A. Allégations de l'organisation plaignante

A. Allégations de l'organisation plaignante
  1. 119. Dans ses communications des 25 janvier et 13 avril 1995, l'Union internationale des syndicats des travailleurs du bâtiment, du bois et des matériaux de construction (UITBB) allègue que deux travailleurs employés par l'entreprise de construction du métro de Santiago (IMS) sont morts le 17 janvier 1995 du fait d'un éboulement qui s'est produit dans un tunnel dépourvu de tout dispositif de protection et de sécurité.

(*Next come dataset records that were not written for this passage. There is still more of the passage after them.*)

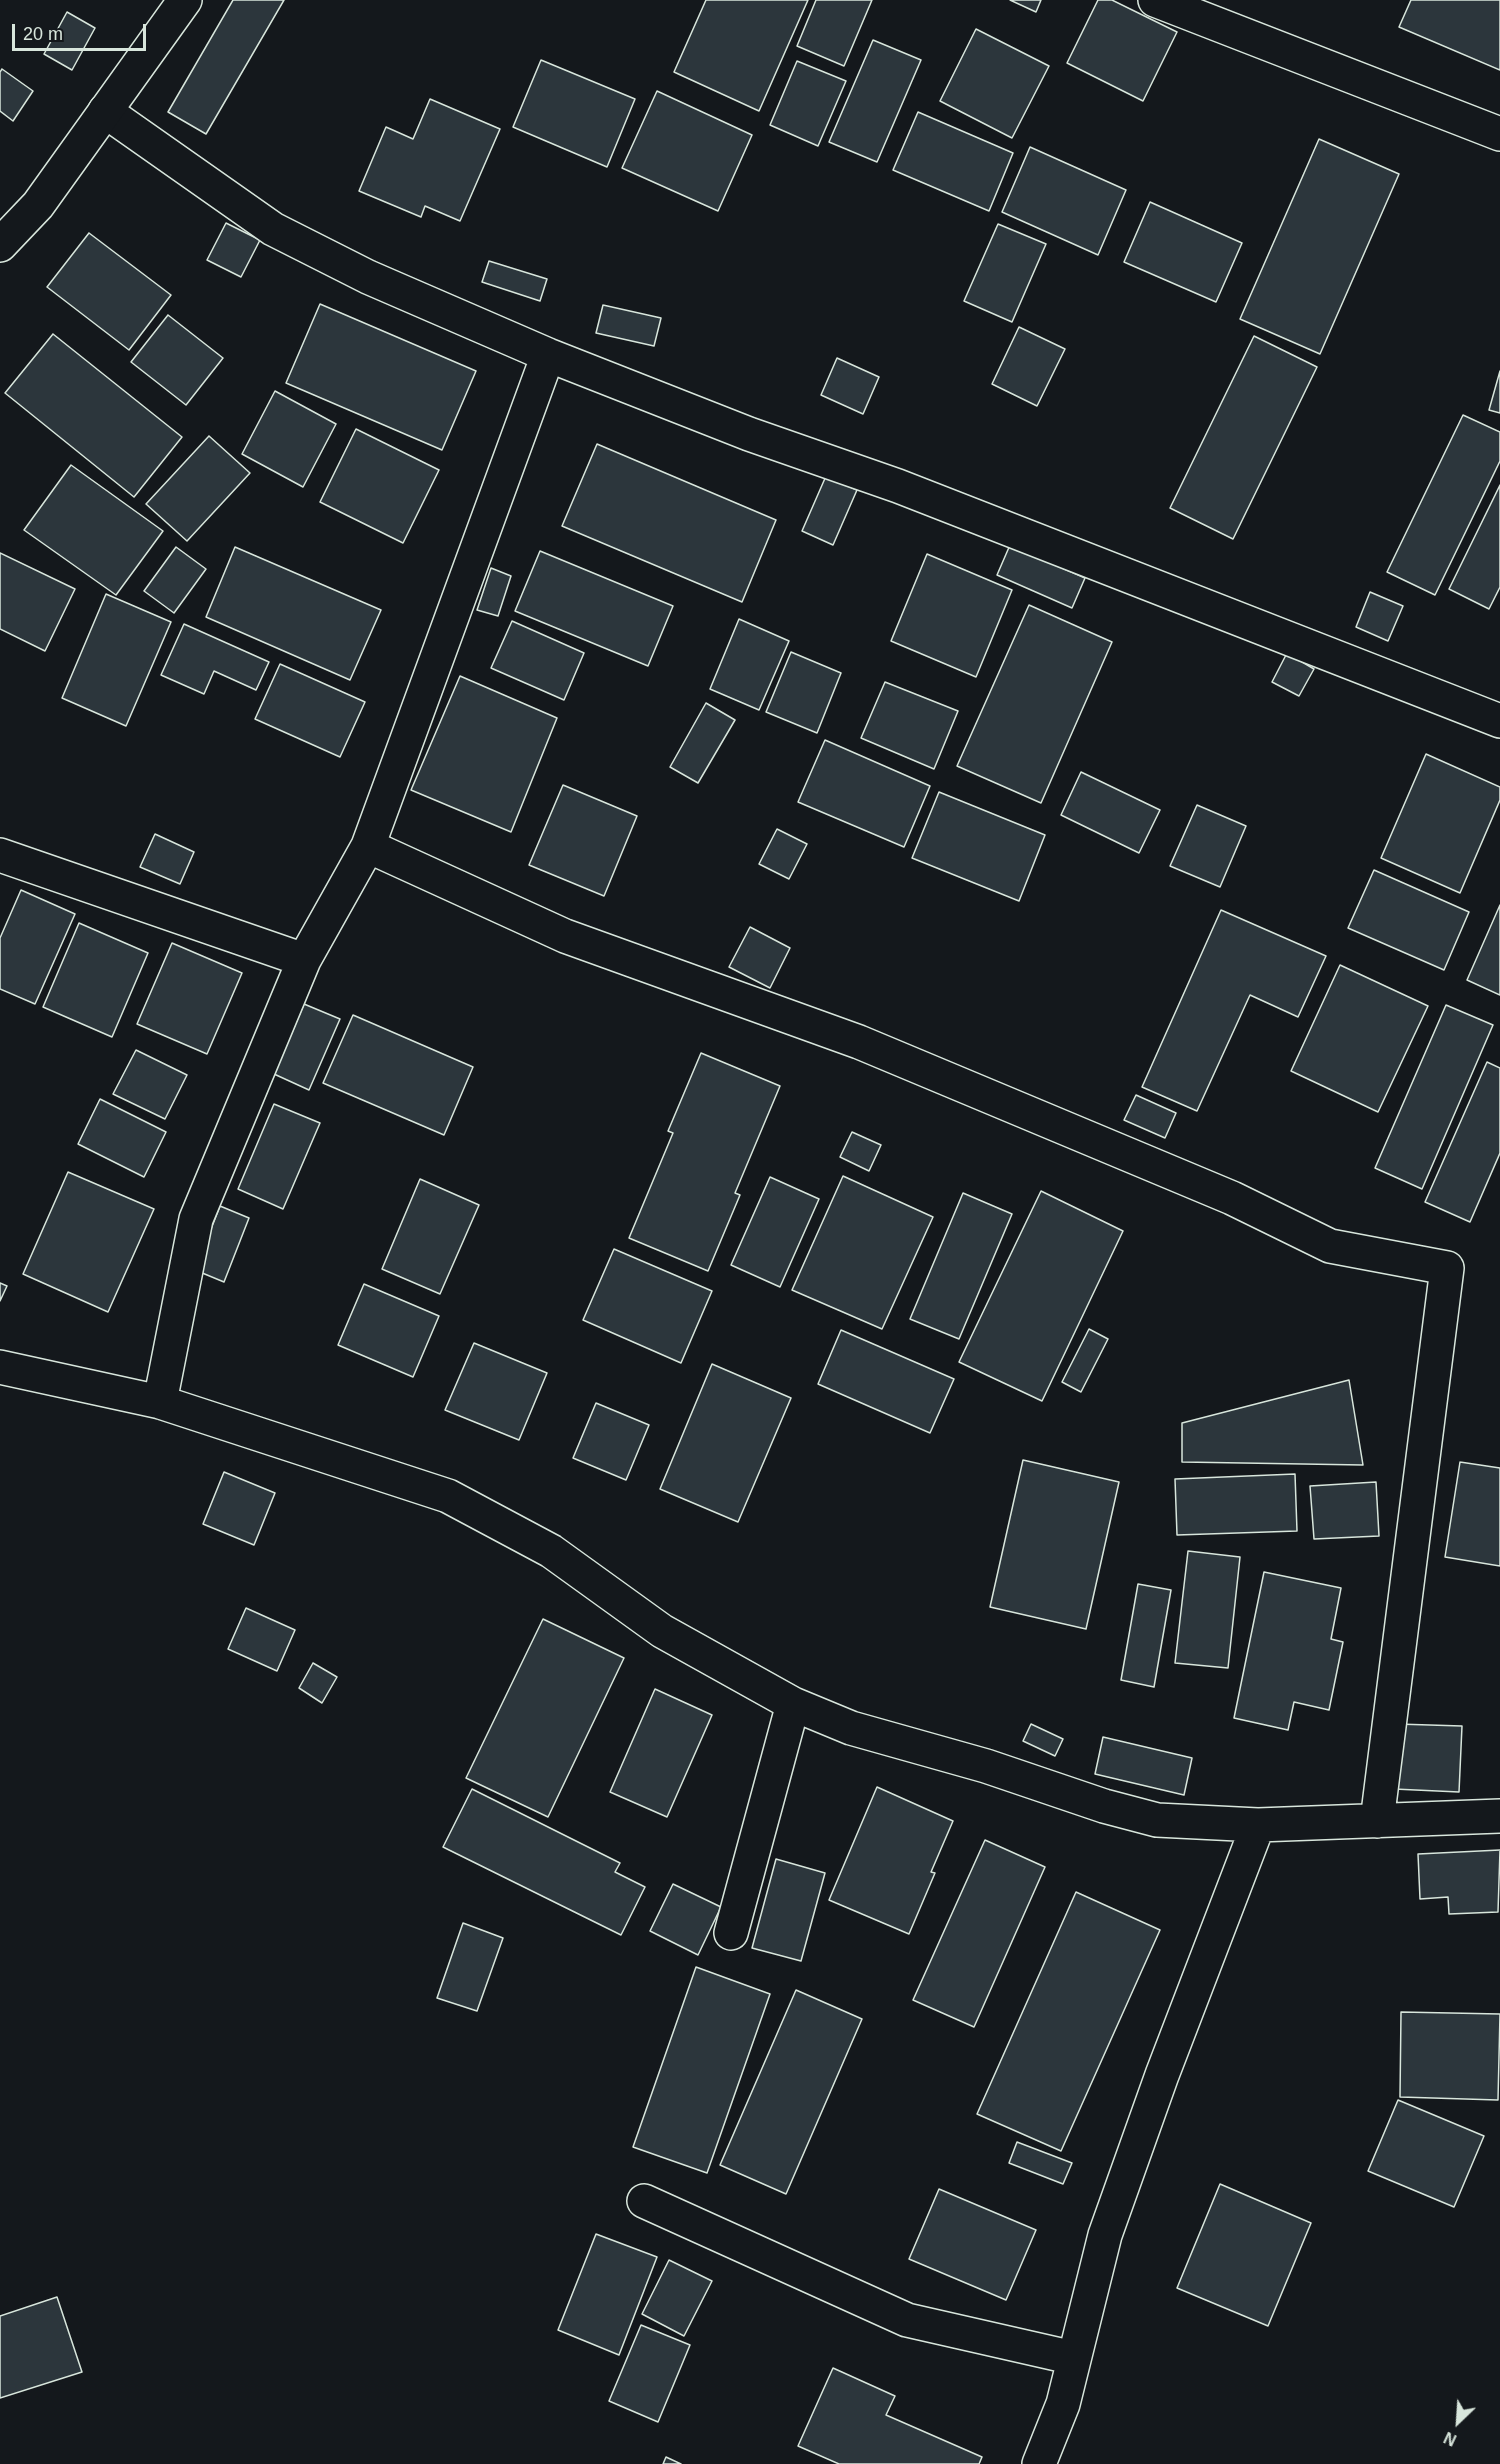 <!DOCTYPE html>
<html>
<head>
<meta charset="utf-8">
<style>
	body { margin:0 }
	#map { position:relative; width:1500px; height:2464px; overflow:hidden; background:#14181c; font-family:Arial,sans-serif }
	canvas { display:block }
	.north { position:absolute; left:1428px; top:2392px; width:60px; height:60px; -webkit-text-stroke:4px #14181c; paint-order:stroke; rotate:205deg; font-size:16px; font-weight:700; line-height:24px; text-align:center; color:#d8e6dc }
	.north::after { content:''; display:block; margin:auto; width:21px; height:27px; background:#d8e6dc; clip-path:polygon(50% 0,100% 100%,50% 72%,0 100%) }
	.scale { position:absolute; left:12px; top:24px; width:134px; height:27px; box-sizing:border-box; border:3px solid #d8e6dc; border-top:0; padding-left:8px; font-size:18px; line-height:21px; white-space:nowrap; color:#d8e6dc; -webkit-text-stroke:4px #14181c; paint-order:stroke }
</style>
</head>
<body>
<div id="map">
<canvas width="1500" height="2464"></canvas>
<div class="north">N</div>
<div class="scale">20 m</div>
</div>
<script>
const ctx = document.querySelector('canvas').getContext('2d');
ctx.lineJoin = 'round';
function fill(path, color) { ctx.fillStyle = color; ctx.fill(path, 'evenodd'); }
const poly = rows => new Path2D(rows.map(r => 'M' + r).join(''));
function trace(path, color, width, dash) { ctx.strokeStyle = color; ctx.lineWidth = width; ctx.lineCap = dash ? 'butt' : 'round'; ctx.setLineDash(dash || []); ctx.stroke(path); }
const building = poly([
	[233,0,284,0,206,134,168,112,233,0],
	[706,0,808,0,759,111,674,72,706,0],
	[816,0,872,0,844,66,797,46,816,0],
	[1010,0,1041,0,1036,12,1010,0],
	[1098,0,1112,0,1177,32,1143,101,1067,63,1098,0],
	[1411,0,1500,0,1500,70,1399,27,1411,0],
	[67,12,95,28,72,70,44,54,67,12],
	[976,29,1049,66,1012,138,940,101,976,29],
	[873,40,921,60,877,162,829,142,873,40],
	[541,60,635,99,607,167,513,127,541,60],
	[797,61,846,81,818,146,770,125,797,61],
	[2,69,33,91,13,121,0,111,0,72,2,69],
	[657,91,752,135,718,211,622,168,657,91],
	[430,99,500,129,460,221,425,206,421,217,359,191,386,127,413,139,430,99],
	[918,112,1013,153,989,211,893,170,918,112],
	[1319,139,1399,174,1320,354,1240,319,1319,139],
	[1030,147,1126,190,1098,255,1002,212,1030,147],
	[1150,202,1242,243,1216,302,1124,262,1150,202],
	[226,223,260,240,241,277,207,260,226,223],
	[998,224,1046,244,1012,322,964,301,998,224],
	[89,233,171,295,129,350,47,287,89,233],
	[489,261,547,279,540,301,482,282,489,261],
	[320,304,476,371,442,450,286,383,320,304],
	[603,305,661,318,654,346,596,333,603,305],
	[168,315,223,358,186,405,131,362,168,315],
	[1019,327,1065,349,1037,406,992,384,1019,327],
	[53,334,182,437,134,497,5,393,53,334],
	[1254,336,1317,367,1233,539,1170,508,1254,336],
	[837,358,879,377,863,414,821,395,837,358],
	[1500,371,1500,413,1489,410,1500,371],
	[275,391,336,424,303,487,242,454,275,391],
	[1463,415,1500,432,1500,461,1435,595,1387,572,1463,415],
	[356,429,439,470,403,543,320,502,356,429],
	[209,436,250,473,187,541,146,504,209,436],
	[597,444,776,520,742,602,562,526,597,444],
	[71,465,163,531,116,595,24,530,71,465],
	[826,476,857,490,833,545,802,531,826,476],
	[1500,485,1500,587,1489,609,1449,589,1500,485],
	[1010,545,1085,578,1072,608,997,575,1010,545],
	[176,547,206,569,174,613,144,591,176,547],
	[235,547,381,610,350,680,206,617,235,547],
	[540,551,673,606,648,666,515,611,540,551],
	[0,553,75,589,45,651,0,629,0,553],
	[927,554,1012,590,976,677,891,641,927,554],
	[491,568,511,576,498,616,477,610,491,568],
	[1370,592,1403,606,1388,641,1356,627,1370,592],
	[106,594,171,622,126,726,62,698,106,594],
	[1029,605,1112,642,1041,803,957,766,1029,605],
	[739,619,789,641,759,710,710,689,739,619],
	[512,621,584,653,564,700,491,668,512,621],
	[184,624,269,662,256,690,214,671,204,694,161,675,184,624],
	[791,652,841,673,817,733,766,712,791,652],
	[1287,653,1314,669,1299,696,1272,682,1287,653],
	[280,664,365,702,340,757,255,719,280,664],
	[460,676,557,718,511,832,411,790,460,676],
	[885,682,958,711,934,769,861,738,885,682],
	[706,703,735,720,698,783,670,767,706,703],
	[825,740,930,786,904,847,798,802,825,740],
	[1426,754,1500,787,1500,800,1460,893,1381,858,1426,754],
	[1081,772,1160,810,1139,853,1061,815,1081,772],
	[563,785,637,816,604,896,529,865,563,785],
	[939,792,1045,835,1019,901,912,858,939,792],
	[1197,805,1246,826,1220,887,1170,866,1197,805],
	[777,829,807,844,789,879,759,864,777,829],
	[155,834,194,852,180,884,140,867,155,834],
	[1374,870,1469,912,1444,970,1348,928,1374,870],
	[21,890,75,914,35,1004,0,989,0,938,21,890],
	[1500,905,1500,995,1467,980,1500,905],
	[1221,910,1326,956,1298,1017,1250,995,1197,1111,1142,1087,1221,910],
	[79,923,148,953,112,1037,43,1007,79,923],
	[750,927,790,948,770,988,729,967,750,927],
	[172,943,242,973,207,1054,137,1024,172,943],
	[1340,965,1428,1006,1378,1112,1291,1071,1340,965],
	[304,1004,340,1019,309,1090,274,1074,304,1004],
	[1446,1005,1493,1025,1422,1189,1375,1168,1446,1005],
	[353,1015,473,1067,444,1135,323,1083,353,1015],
	[136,1050,187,1075,165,1119,113,1094,136,1050],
	[701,1053,780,1086,735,1193,740,1195,708,1271,629,1238,673,1133,668,1131,701,1053],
	[1487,1062,1500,1068,1500,1153,1470,1222,1425,1202,1487,1062],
	[1136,1095,1176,1113,1165,1138,1124,1120,1136,1095],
	[100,1099,166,1132,144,1177,78,1144,100,1099],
	[274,1104,320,1123,283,1209,238,1189,274,1104],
	[852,1132,881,1145,869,1171,840,1157,852,1132],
	[68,1172,154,1209,108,1312,23,1274,68,1172],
	[843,1176,933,1217,882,1329,792,1290,843,1176],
	[770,1177,819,1199,780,1287,731,1265,770,1177],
	[420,1179,479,1205,440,1294,382,1269,420,1179],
	[1041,1191,1123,1231,1042,1401,959,1362,1041,1191],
	[963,1193,1012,1214,959,1339,910,1319,963,1193],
	[220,1206,249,1218,224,1282,195,1270,220,1206],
	[614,1249,712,1291,681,1363,583,1320,614,1249],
	[0,1283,7,1286,0,1301,0,1283],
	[364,1284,439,1316,413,1377,338,1345,364,1284],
	[1089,1329,1108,1339,1081,1392,1062,1382,1089,1329],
	[841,1330,954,1379,930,1433,818,1384,841,1330],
	[474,1343,547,1373,519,1440,445,1410,474,1343],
	[712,1364,791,1398,738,1522,660,1489,712,1364],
	[1349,1380,1363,1465,1182,1462,1182,1423,1349,1380],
	[596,1403,649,1425,626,1480,573,1458,596,1403],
	[1023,1460,1119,1482,1086,1629,990,1607,1023,1460],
	[1460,1462,1500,1468,1500,1566,1445,1557,1460,1462],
	[224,1472,275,1493,254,1545,203,1524,224,1472],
	[1295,1474,1297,1531,1177,1535,1175,1479,1295,1474],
	[1376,1482,1379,1536,1314,1539,1310,1486,1376,1482],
	[1188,1551,1240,1557,1228,1668,1175,1663,1188,1551],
	[1264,1572,1341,1588,1331,1639,1343,1642,1329,1710,1294,1702,1288,1730,1234,1718,1264,1572],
	[1138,1584,1171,1590,1154,1687,1121,1680,1138,1584],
	[246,1608,295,1630,277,1671,228,1649,246,1608],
	[543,1619,624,1658,548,1817,466,1778,543,1619],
	[313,1663,337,1677,322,1703,299,1688,313,1663],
	[655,1689,712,1715,667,1817,610,1792,655,1689],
	[1031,1724,1063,1739,1055,1756,1023,1741,1031,1724],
	[1397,1724,1462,1726,1459,1792,1394,1789,1397,1724],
	[1103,1737,1192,1758,1184,1795,1095,1774,1103,1737],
	[877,1787,953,1821,931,1872,935,1873,909,1934,829,1900,877,1787],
	[472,1789,620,1863,615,1872,645,1887,621,1935,443,1847,472,1789],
	[985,1840,1045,1867,974,2027,913,2000,985,1840],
	[1500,1850,1498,1912,1449,1914,1448,1897,1420,1899,1418,1854,1500,1850],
	[776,1859,825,1873,801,1961,752,1948,776,1859],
	[673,1884,721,1907,698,1955,650,1931,673,1884],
	[1076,1892,1160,1930,1061,2151,977,2114,1076,1892],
	[463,1923,503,1938,477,2011,437,1998,463,1923],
	[696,1967,770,1994,707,2173,633,2147,696,1967],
	[796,1990,862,2019,786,2194,720,2165,796,1990],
	[1401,2012,1500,2014,1498,2100,1400,2097,1401,2012],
	[1398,2100,1484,2136,1454,2207,1368,2171,1398,2100],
	[1017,2142,1072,2163,1063,2184,1009,2163,1017,2142],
	[1220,2184,1311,2223,1268,2326,1177,2288,1220,2184],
	[939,2189,1036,2230,1006,2300,909,2259,939,2189],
	[596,2234,657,2257,619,2355,558,2330,596,2234],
	[669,2260,712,2281,684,2336,642,2314,669,2260],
	[57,2297,82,2372,0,2398,0,2316,57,2297],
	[641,2325,690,2345,658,2422,609,2401,641,2325],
	[833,2368,895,2396,886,2415,982,2457,979,2464,839,2464,798,2446,833,2368],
	[666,2457,681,2464,663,2464,666,2457]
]);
fill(building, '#2c363c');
trace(building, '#d8e6dc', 1.5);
const minor = poly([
	[1155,0,1500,134],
	[105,111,273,229,368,277,548,355,749,434,898,486,1500,721],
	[368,846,565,936,859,1042,1232,1198,1330,1246,1447,1268,1377,1821],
	[0,855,304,960],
	[0,1367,160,1402,448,1496,551,1551,662,1631,793,1704,851,1728,986,1766,1104,1806,1157,1820,1258,1825,1500,1816],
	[160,1402,196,1219,304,960,368,846,548,355],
	[731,1933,793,1704],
	[644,2201,907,2320,1074,2358],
	[1039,2464,1063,2404,1105,2235,1162,2075,1258,1825]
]);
const tertiary = poly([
	[0,245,38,205,185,0]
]);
trace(minor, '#d8e6dc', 36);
trace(tertiary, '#d8e6dc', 36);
trace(minor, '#14181c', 33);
trace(tertiary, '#14181c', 33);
</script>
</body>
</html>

L'organisation plaignante indique que la Confédération nationale des syndicats des travailleurs du bâtiment, du bois, des matériaux de construction et des activités connexes (CNTC) avait dénoncé les conditions précaires d'hygiène et de sécurité au travail qui existaient dans le chantier en question, mais que ni la direction de l'entreprise, ni les ministères respectifs, ni l'administration du métro n'avaient prêté attention à cette mise en garde.
  2. 120. L'organisation plaignante ajoute qu'en mai 1994 la direction de l'entreprise a licencié de nombreux travailleurs qui avaient participé à un court arrêt du travail pour appuyer leurs revendications en matière de salaires, d'hygiène et de sécurité du travail et qu'à la suite de cet incident la direction de l'entreprise a procédé à la liquidation systématique de l'organisation syndicale que les travailleurs avaient constituée.
  3. 121. En outre, l'organisation plaignante indique qu'il n'existe pas de droit de négociation collective pour les travailleurs de la construction. Enfin, elle signale que les organisations de travailleurs font l'objet d'une agressivité permanente, qu'à la suite du ferme soutien donné à l'action revendicative des travailleurs de l'entreprise IMS cette dernière a adopté une conduite contraire à toute éthique, et que le gouvernement a une responsabilité à cet égard parce qu'il stimule de diverses façons le développement d'un syndicalisme contrôlé par les employeurs. L'organisation plaignante allègue que des vigiles ont été engagés par l'entreprise afin d'empêcher ou de neutraliser l'activité des dirigeants syndicaux, et enfin que le président de la CNTC, M. Adrián Fuentes Hermosilla, a fait l'objet de menaces et qu'on l'a empêché de pénétrer sur le chantier.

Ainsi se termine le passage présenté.